-- RECORDS SUPPLIED --
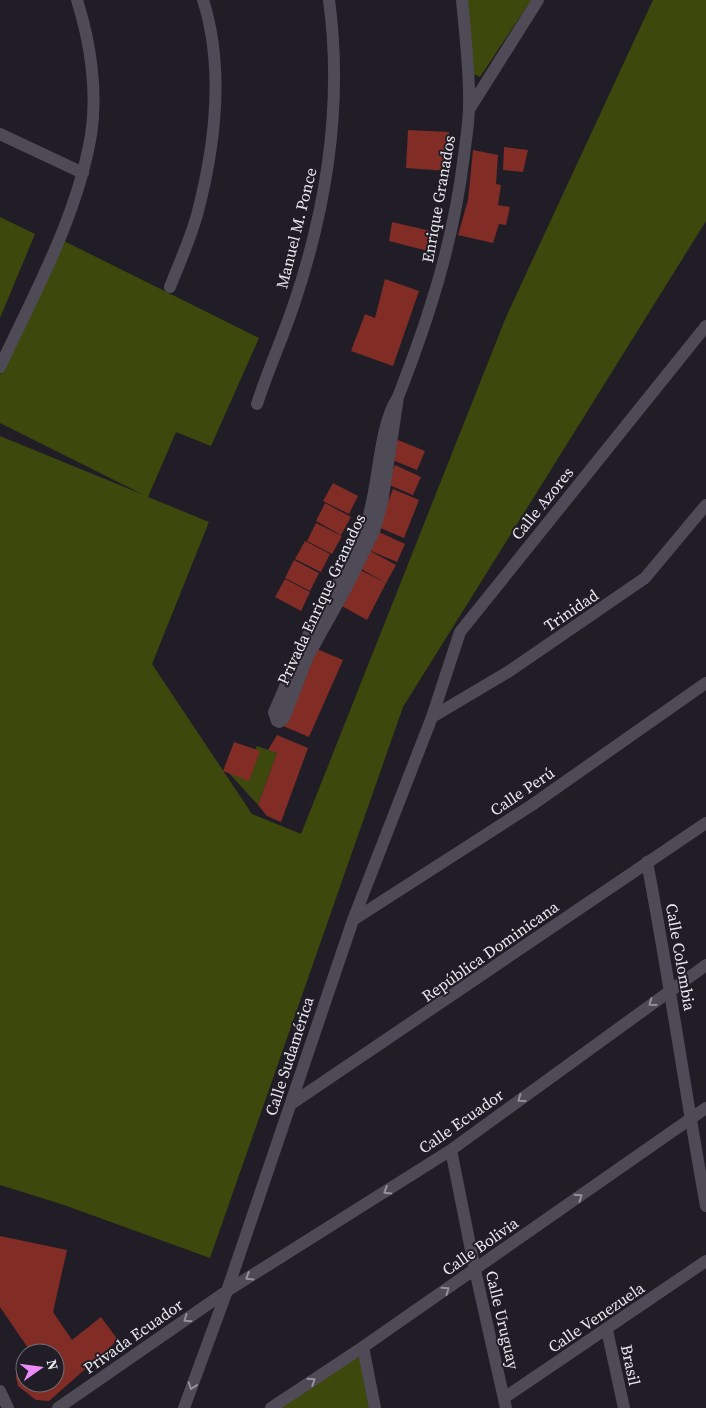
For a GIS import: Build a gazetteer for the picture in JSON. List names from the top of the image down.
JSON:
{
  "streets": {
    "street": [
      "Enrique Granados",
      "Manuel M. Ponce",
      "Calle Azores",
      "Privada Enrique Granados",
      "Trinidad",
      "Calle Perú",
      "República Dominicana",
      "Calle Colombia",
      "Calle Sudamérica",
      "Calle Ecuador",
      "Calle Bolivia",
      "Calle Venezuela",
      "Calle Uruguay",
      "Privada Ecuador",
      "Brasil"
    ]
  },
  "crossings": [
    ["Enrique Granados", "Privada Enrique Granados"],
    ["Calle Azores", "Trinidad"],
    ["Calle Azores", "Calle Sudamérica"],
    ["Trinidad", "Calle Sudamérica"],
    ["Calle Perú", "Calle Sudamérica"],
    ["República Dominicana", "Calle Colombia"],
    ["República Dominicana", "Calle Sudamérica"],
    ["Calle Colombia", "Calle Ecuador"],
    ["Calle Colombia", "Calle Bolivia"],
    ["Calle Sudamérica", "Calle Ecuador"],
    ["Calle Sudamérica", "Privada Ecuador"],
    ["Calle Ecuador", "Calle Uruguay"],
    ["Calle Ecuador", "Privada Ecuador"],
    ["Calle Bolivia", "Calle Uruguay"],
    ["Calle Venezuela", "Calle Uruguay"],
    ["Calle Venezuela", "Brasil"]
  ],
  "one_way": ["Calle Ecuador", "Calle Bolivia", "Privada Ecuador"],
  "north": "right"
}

-- HOW TO COMPLETE THIS TASK --
Your answer should be every line above that contains the word "Bolivia".

-- REPLY --
      "Calle Bolivia",
    ["Calle Colombia", "Calle Bolivia"],
    ["Calle Bolivia", "Calle Uruguay"],
  "one_way": ["Calle Ecuador", "Calle Bolivia", "Privada Ecuador"],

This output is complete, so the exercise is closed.